The first visitation: to an old man in the Holy of Holies. A promise of a son, of the opening of a womb laid barren by a fallen world and the passage of time. We’re not given great insight as to what was happening in Zechariah’s heart, but context and knowledge of our own is instructive. First, Zechariah was offering incense in the Temple, chosen by lot from all the priests in Israel to receive this honor. It would probably have been a once-in-a-lifetime opportunity, the very apex of his priestly career. Needless to say, he would most likely have been distracted with “getting it right”, with “not messing up”, and perhaps with more than a twinge of pride at being “the Man” for a day, so that the presence and promises of God didn’t really register with him at first. Perhaps he had even mistaken activity for worship.
Once he realized what the angel was telling him, he launched into argument, explaining to God’s emissary how God couldn’t possibly accomplish His purposes through him. Life had blinded Zechariah to what was possible, numbing Zechariah to the One who makes all things possible. Zechariah’s heart wasn’t ready for God’s revelation, and God, in His graciousness, gave him a nine-month “time out” to think about it.
Contrast that with the second visitation, to a young girl alone in her house or in a field somewhere. A promise of a Son, of a womb also opened by miracle. This girl was no one, from nowhere, with nothing, a girl you’d pass in Wal-Mart without so much as a second glance, barely registering in your mind as another body in the aisle with you. When Gabriel referred to her as “O favored one”, she was confused—you can almost hear it in her voice- “you must have me mistaken for someone else.” Mary had a clear sense of her own humility, of the state of her heart but for the presence of God. She was also young and innocent, not just virginal in the sense that she’d not been touched by man, but with a purity, an openness to God’s possibilities, still “foolish” (wise?) enough to believe that God could actually do what He promised, no matter how crazy it sounded. Her response? “Okay; let’s go.”

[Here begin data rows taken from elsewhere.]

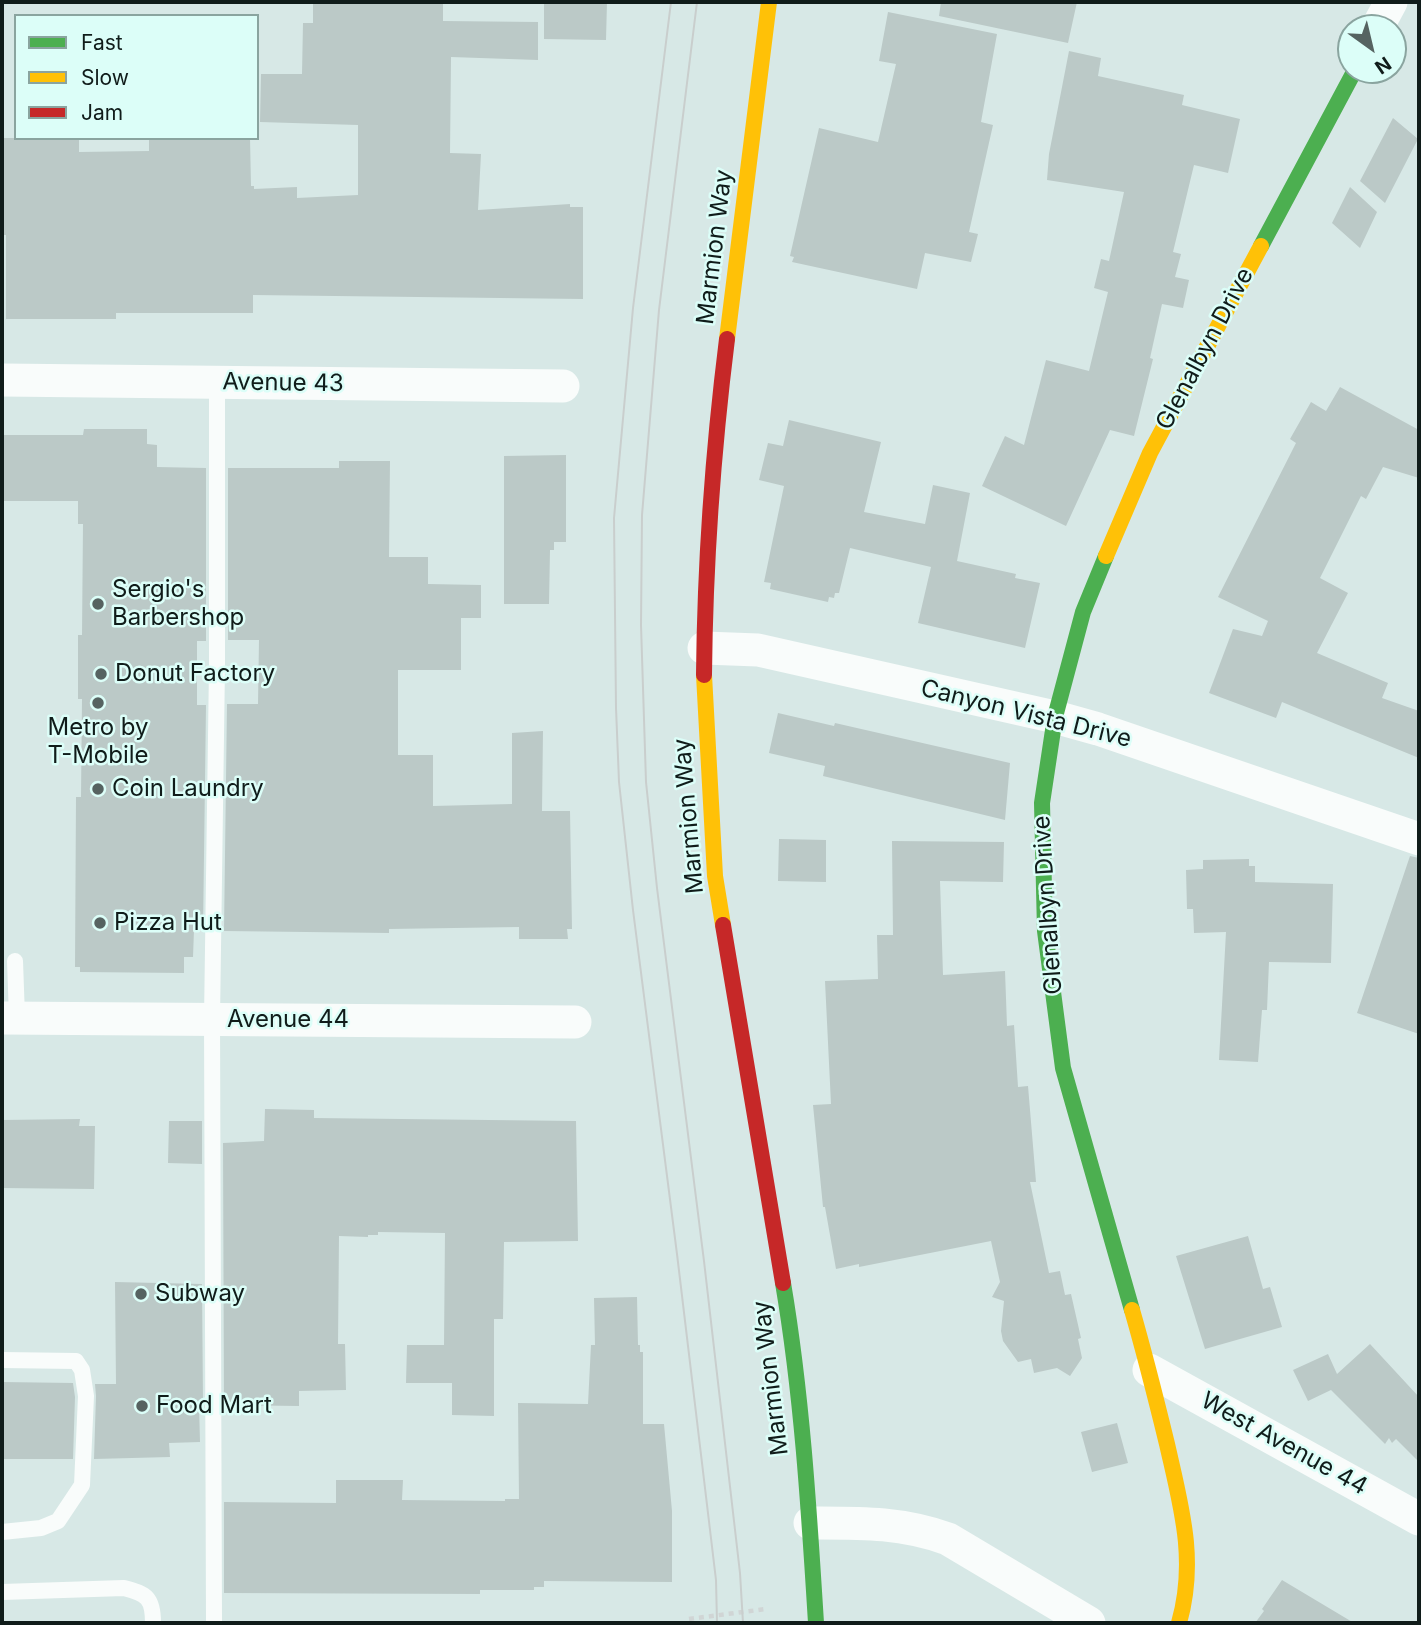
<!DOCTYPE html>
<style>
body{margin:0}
#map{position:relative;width:1421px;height:1625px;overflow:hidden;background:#d7e8e6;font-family:Inter,sans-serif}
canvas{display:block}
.frame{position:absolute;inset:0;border:4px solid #101c1a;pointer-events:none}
.legend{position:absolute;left:14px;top:14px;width:245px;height:126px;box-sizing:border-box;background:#dcfef8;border:2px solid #8aa49f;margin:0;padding:9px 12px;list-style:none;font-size:21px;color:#101c1a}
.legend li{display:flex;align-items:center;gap:14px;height:35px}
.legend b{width:35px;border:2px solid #8aa49f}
.north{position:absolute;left:1337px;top:14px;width:70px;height:70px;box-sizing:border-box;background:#dcfef8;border:2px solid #8aa49f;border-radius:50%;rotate:146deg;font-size:19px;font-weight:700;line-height:28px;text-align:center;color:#101c1a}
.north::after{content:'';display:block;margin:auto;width:24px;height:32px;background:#566361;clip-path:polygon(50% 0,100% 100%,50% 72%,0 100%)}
</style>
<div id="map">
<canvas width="1421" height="1625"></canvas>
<div class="frame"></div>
<ul class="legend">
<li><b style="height:9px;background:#4caf50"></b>Fast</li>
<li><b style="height:9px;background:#ffc107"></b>Slow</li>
<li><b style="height:9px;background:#c62828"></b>Jam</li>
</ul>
<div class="north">N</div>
</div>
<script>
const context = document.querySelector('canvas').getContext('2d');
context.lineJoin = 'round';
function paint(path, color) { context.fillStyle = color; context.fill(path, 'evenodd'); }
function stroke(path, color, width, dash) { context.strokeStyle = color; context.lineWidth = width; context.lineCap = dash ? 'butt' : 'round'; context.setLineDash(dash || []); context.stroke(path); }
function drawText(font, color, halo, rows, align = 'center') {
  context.font = font + ' Inter,sans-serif'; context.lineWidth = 5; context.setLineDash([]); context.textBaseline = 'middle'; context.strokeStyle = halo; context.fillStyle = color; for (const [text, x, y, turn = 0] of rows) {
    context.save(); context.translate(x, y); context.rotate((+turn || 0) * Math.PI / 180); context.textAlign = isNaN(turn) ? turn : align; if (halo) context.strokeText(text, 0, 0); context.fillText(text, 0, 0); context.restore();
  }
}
paint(new Path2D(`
 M313,2H443V21L538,22V60L451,57L450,153L481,154L478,210L570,204V207H583V299L253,295V313H116V319H6V235H2V138H79V152L149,151V138H250L251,186H254V189L297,187V198L358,195V125L260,122L261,74H302L303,23H313Z
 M544,2H607L606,40L544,39Z
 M941,2H1077L1068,43L939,16Z
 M888,12L997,34L981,122L993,125L969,232L978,234L971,262L925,253L917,289L792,262L794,257L790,256L819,128L878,142L896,64L879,61Z
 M1069,51L1101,58L1098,76L1184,95L1182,105L1240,119L1228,173L1194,165L1173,252L1181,254L1175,277L1189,280L1183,308L1162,304L1150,358L1153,359L1134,436L1110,430L1066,526L982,486L1005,436L1024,445L1046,360L1089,371L1108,292L1094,288L1101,259L1109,261L1124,192L1047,180L1049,154Z
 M1393,118L1418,139L1385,203L1360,181Z
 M1350,187L1377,212L1360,248L1332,223Z
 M1340,387L1419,430V478L1383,467L1366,499L1361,496L1320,578L1348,593L1317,653L1388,683L1382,698L1419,711V758L1282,702L1276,718L1209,693L1233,629L1262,636L1268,621L1218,597L1296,443L1290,439L1311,402L1326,411Z
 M789,420L881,442L864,512L925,524L933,485L970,493L957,561L1016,574L1015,578L1040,583L1025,648L918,623L931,567L850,548L839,593H835L834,598L829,597L828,602L770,589L771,583L764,582L784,486L759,480L768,443L783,446Z
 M84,429H147V444L157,445V467L206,468V641H197V705H206L203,930H194L193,957H184V973L80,972V967H75L76,797H81L82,699H78V635H82L83,524H78V501H2V435H83Z
 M566,455V542H554V550H550L549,604H504V456Z
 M339,461H390L389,557H428V584L481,585V618H461V670H398V755H433V806L512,804V733L543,731L542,811H570L572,929H567L568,939H519V927L389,929V933L224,931L227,704H258L259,640H228V468H339Z
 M778,713L834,726L835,723L1010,763L1005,820L823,776L825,766L769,753Z
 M779,839L826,840V882L778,881Z
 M892,841L1004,842L1003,882L940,881L943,975L1005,971L1007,1026L1014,1025L1018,1087L1028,1086L1036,1182H1030L1049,1273L1060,1271L1065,1295L1071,1294L1081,1338L1078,1339L1082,1358L1070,1376L1057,1368L1034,1373L1031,1359L1018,1362L1003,1341L1001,1331L1004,1301L992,1297L1000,1282L991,1241L859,1267V1264L836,1269L825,1207H823L813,1105L831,1104L825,981L878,979L877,935H893Z
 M1410,856L1419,858V1034L1357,1013Z
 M1249,859V866H1255V882L1333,884L1331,963L1269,962L1267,1010H1262L1258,1062L1219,1060L1226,932L1194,933L1193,909H1187L1186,870L1203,869V860Z
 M265,1109L314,1110V1118L576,1121L578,1241L504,1242L503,1319H494V1416L452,1415V1383H406L407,1345H444L445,1233L378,1232V1235H368V1237L339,1236L338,1344H345L346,1390L299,1391V1406L224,1405L223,1143L264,1141Z
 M80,1119L79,1126H95L94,1189L2,1188V1120Z
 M169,1121H202V1164L168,1163Z
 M1248,1236L1263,1289L1270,1287L1282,1327L1205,1349L1176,1256Z
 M115,1282L202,1284L203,1405H199L200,1442L169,1443L170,1457L94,1459L96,1396L95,1384H116Z
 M637,1297L638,1345H640V1352H643V1424H664L672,1511V1582L544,1581V1587H534V1590H480V1594L224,1593V1502L336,1503V1480H403L402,1500L505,1501V1499H519L518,1403L588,1404L591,1345H595L594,1298Z
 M1370,1344L1419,1397V1462L1396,1439L1392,1443L1389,1438L1385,1444L1331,1390L1308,1401L1293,1370L1328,1354L1337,1374Z
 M2,1382L73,1383L75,1397L73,1459H2Z
 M1117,1423L1128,1463L1092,1472L1081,1432Z
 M1282,1580L1354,1623H1255L1264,1611L1262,1609Z`), '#bbc9c7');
stroke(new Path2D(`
 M689,1619L766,1609`), '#d0d5d5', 4.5, [5, 5]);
stroke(new Path2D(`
 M15,961L17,1017
 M2,1360L76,1361L82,1370L86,1396L82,1485L58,1521L41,1528L2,1532
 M2,1592L124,1588C147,1594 153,1598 153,1623
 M214,1623L212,1019L217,666V383`), '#f9fcfb', 16);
stroke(new Path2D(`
 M1377,28L1391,2
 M2,380L563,386
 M704,648L758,650L1055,717L1098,729L1419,839
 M2,1018L575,1022
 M1149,1370L1419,1519
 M810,1523C860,1523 901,1522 948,1539L1089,1623`), '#f9fcfb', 33);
stroke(new Path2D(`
 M1261,246L1355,70
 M1106,556L1083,612L1055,717L1042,803L1045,931L1063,1068L1132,1310
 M783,1283C802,1395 809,1510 816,1623`), '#4caf50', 16);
stroke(new Path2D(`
 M727,339L769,2
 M1106,556L1150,453L1261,246
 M704,675L715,876L723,925
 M1132,1310C1145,1355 1156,1399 1167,1444C1181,1506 1197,1560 1179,1623`), '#ffc107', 16);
stroke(new Path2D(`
 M704,675C705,562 713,451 727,339
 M723,925L783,1283`), '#c62828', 16);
stroke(new Path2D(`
 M671,2L633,308L614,518L616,708L619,782L633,910L677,1254L716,1580L717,1623
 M697,2L659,310L642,515L641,625L646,782L657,888L704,1261L740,1573L743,1623`), '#c9cecd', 2);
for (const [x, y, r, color] of [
 [98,604,7,"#566361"],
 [101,674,7,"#566361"],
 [98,703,7,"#566361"],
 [98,789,7,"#566361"],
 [100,923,7,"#566361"],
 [141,1294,7,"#566361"],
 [142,1406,7,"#566361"]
]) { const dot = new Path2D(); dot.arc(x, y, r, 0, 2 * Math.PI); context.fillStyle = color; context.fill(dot); stroke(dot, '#dcfef8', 2.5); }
drawText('24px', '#101c1a', '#dcfef8', [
 ["Marmion Way",715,247,-83],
 ["Glenalbyn Drive",1205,349,-62],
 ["Avenue 43",283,383,1],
 ["Canyon Vista Drive",1026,714,14],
 ["Marmion Way",689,816,-95],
 ["Glenalbyn Drive",1048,905,-94],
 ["Avenue 44",288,1020],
 ["Marmion Way",771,1378,-97],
 ["West Avenue 44",1284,1444,29]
]);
drawText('24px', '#101c1a', '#dcfef8', [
 ["Sergio's",112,590],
 ["Barbershop",112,618],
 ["Donut Factory",115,674],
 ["Metro by",98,728,"center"],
 ["T-Mobile",98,756,"center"],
 ["Coin Laundry",112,789],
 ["Pizza Hut",114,923],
 ["Subway",155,1294],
 ["Food Mart",156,1406]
], 'left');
</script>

As Alfred Delp said, “Advent’s holiest consolation is that the angel’s annunciation met with a ready heart. The Word became flesh in a motherly heart far beyond itself into the world of God-humanity.” It was from this humble, broken, ready soul that God brought forth the Salvation of the world, the cataclysmic death of Death, and the ultimate regeneration of creation.
The grace and goodness of God is that He used both the old man and the young girl; God loved them both, had declared them both righteous. The state of their hearts was no match for God. Both were used by Him, and both glorified Him in that use.
But, there’s an “easy” way, and there’s a “hard” way, isn’t there? One was humble before God, so God could use her; the other had to be humbled by God, so that he could be used.